Stored items:
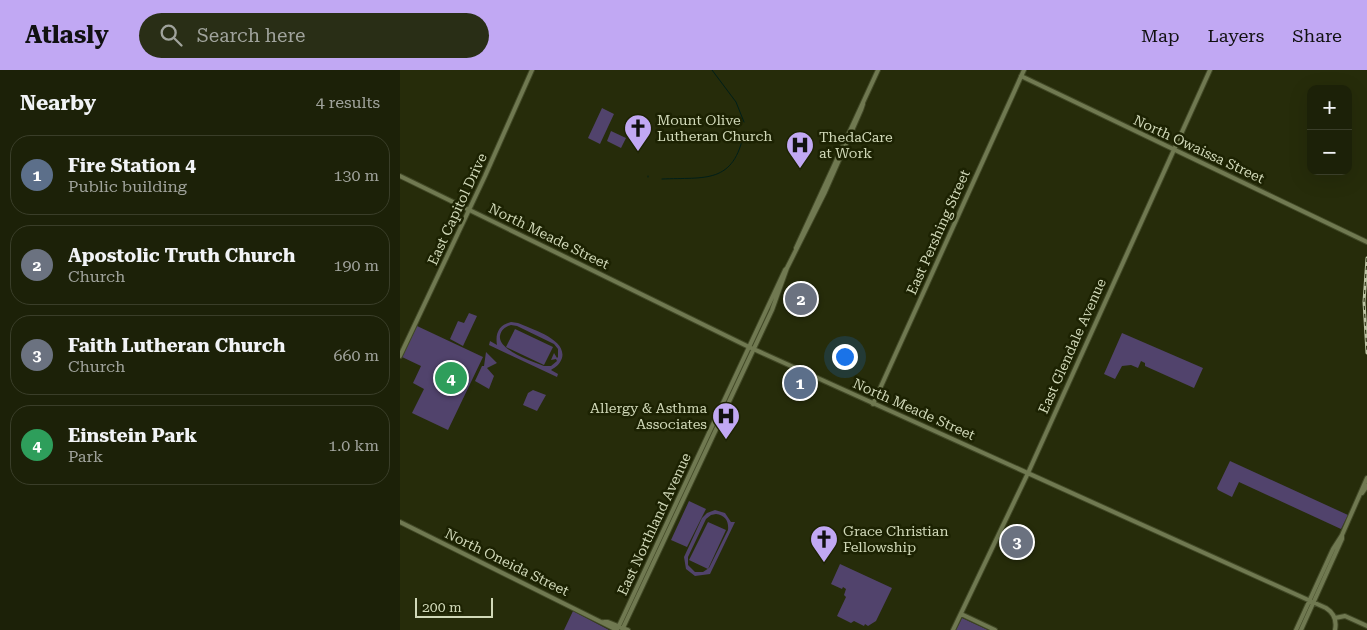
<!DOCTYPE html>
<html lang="en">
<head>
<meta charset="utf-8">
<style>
	body { margin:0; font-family:"Roboto Serif",serif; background:#292e16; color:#f1f3f6 }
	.controls { position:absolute; right:15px; top:15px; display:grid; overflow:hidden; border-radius:10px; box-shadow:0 5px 20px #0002 }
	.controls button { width:45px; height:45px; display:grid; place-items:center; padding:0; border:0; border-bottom:1px solid #3a3e29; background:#1c2108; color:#f1f3f6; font:25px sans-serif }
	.scale { position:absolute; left:15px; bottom:12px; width:78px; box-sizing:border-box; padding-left:5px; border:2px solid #d0d8b8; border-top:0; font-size:14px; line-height:18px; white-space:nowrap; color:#d0d8b8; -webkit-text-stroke:4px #1c2202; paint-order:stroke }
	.you { position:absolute; left:444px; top:286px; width:18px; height:18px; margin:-12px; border:4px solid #fff; border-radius:50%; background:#1a73e8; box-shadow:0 0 0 8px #1a73e833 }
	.badge { display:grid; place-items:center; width:32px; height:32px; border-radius:50%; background:#c1a8f3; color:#fff; font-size:16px; font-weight:700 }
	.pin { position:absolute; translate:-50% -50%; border:2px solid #fff; box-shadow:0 1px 5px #0006 }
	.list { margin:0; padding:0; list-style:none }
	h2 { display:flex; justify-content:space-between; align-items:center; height:65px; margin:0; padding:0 20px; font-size:21px }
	h2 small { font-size:16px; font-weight:400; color:#a0a39c }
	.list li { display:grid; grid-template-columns:32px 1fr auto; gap:15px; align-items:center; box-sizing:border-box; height:80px; margin:0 10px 10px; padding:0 10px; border:1px solid #3a3e29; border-radius:20px }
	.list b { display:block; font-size:19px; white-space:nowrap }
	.list p { margin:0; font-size:16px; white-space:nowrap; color:#a0a39c }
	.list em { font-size:16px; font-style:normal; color:#a0a39c }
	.icon { flex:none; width:28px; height:28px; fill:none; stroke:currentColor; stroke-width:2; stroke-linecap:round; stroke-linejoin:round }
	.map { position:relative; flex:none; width:967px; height:560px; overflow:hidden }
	header { display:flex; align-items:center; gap:30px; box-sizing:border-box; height:70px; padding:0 25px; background:#c1a8f3; color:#111 }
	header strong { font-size:24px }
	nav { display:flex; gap:28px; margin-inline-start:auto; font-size:18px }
	.search { width:350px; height:45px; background:#292e16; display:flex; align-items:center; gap:12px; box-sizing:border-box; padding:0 18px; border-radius:28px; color:#a0a39c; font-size:19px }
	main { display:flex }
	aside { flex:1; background:#1c2108 }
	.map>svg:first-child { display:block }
</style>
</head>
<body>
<header>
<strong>Atlasly</strong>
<div class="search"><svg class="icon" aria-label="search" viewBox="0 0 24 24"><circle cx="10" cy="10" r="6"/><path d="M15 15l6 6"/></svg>Search here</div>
<nav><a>Map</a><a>Layers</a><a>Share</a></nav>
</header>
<main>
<aside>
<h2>Nearby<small>4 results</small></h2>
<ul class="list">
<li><span class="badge" style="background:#5c6f8a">1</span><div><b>Fire Station 4</b><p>Public building</p></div><em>130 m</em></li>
<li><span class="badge" style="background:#6b7280">2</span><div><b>Apostolic Truth Church</b><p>Church</p></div><em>190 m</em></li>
<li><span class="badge" style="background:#6b7280">3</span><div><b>Faith Lutheran Church</b><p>Church</p></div><em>660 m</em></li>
<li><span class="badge" style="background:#2e9e5b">4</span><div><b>Einstein Park</b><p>Park</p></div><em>1.0 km</em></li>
</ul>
</aside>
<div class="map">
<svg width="967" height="560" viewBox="0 0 967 560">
	<rect width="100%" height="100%" fill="#262c0a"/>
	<path fill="#51436c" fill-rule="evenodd" d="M202 38 214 44 200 74 188 68Z
		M211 61 226 68 221 78 207 71Z
		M69 243 77 246 63 276 50 269 58 251 64 253Z
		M111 252 118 253C131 259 167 269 162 288 160 294 156 297 151 300L158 304 157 307 89 275 90 271 97 275C95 263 99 255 111 252ZM111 255 117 256 154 274 158 279V287L157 288 154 283 151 290 156 289 157 291 151 296H144C133 292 98 280 100 266 101 260 105 257 111 255Z
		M17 256 83 287 48 360 12 343 24 319 13 313 21 296 2 287Z
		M115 259 153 277 144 295 106 277Z
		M722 263 803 298 794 318 745 296V293L741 291 738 298 731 295 722 296 715 309 704 304Z
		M86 282 97 293 87 298 94 306 89 319 75 311 82 296H84Z
		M133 320 146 325 137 341 123 335 128 323Z
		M830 391 948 445 941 459 839 412 832 427 818 420 817 418Z
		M289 431 306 439 287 477 271 470Z
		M315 440 325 443 331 452H335L310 504 295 506 286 499 284 487 302 448 307 443ZM316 444C325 445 329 451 328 460L309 498 303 502H295L288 495V487L306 449 311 445Z
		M308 452 326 460 308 499 289 490Z
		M440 494 492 518 476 551 468 556 465 554 464 556 454 551 451 553 437 546 446 527 444 525 446 519 443 517 442 519 431 514Z
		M173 541 209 560H164Z
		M562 548 588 560H556Z"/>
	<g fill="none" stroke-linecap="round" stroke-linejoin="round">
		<path stroke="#001f19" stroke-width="1" d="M312 0 336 32 344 52
			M248 106V107
			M262 109C305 107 334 115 344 62"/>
		<g stroke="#414826" stroke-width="6">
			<path id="secondary" d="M621 6 967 172
				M0 106 349 277 926 538C934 543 937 550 935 560
				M396 178 478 0
				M0 286 85 106 132 0
				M473 334 624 0
				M962 423 967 416
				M0 452 217 560
				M561 544 595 560
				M935 548 945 546 967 556
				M204 552H208L228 560
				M217 560 385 200 387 198 425 122 461 40 463 34
				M222 560 372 240 387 198
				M553 560 628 403 810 0
				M896 560 933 479 942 465
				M901 560 942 469V465L967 408"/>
		</g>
		<use href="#secondary" stroke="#707951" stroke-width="4"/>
		<g stroke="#bbc3a3" stroke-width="3">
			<path id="rail" d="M967 188 964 232 967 283"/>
		</g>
		<use href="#rail" stroke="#1c2202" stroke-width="1" stroke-dasharray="4" stroke-linecap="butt"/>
	</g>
	<defs>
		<g id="church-pin" transform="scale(1.4375)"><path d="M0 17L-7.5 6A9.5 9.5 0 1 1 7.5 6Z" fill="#c1a8f3" stroke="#1c2202"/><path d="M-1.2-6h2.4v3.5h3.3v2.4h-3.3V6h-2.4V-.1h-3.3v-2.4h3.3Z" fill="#111"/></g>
		<g id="hospital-pin" transform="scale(1.4375)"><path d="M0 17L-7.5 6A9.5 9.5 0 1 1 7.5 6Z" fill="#c1a8f3" stroke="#1c2202"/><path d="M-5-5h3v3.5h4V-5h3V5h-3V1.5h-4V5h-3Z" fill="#111"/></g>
	</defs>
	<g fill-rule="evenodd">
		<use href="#church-pin" x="238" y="58"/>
		<use href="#hospital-pin" x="400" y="75"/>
		<use href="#hospital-pin" x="326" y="346"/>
		<use href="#church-pin" x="424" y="469"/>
	</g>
	<g text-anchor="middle" stroke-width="5" stroke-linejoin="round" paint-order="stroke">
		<g font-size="14" fill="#d0d8b8" stroke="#1c2202" text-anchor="start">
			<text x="257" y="55">Mount Olive<tspan x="257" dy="16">Lutheran Church</tspan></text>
			<text x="419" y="72">ThedaCare<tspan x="419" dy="16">at Work</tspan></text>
			<text x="307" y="343" text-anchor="end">Allergy &amp; Asthma<tspan x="307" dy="16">Associates</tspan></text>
			<text x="443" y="466">Grace Christian<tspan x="443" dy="16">Fellowship</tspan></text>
		</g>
		<g font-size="14" fill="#d0d8b8" stroke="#1c2202">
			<text transform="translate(799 79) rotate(25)" y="5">North Owaissa Street</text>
			<text transform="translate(57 139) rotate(-65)" y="5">East Capitol Drive</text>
			<text transform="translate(538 162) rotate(-66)" y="5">East Pershing Street</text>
			<text transform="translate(149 166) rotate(26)" y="5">North Meade Street</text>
			<text transform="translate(672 276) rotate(-66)" y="5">East Glendale Avenue</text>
			<text transform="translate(514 339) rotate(24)" y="5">North Meade Street</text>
			<text transform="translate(254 454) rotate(-65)" y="5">East Northland Avenue</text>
			<text transform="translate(107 492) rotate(26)" y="5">North Oneida Street</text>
		</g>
	</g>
</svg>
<div class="controls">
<button>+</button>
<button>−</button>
</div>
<div class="scale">200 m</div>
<div class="you"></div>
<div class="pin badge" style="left:400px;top:313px;background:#5c6f8a">1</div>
<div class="pin badge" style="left:401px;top:229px;background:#6b7280">2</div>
<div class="pin badge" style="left:617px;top:472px;background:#6b7280">3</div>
<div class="pin badge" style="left:51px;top:308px;background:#2e9e5b">4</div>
</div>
</main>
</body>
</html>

| Work to complete |
Among the entries, how many lines contain the word "shadow"? Give the number alone.

| Result of this exercise |
3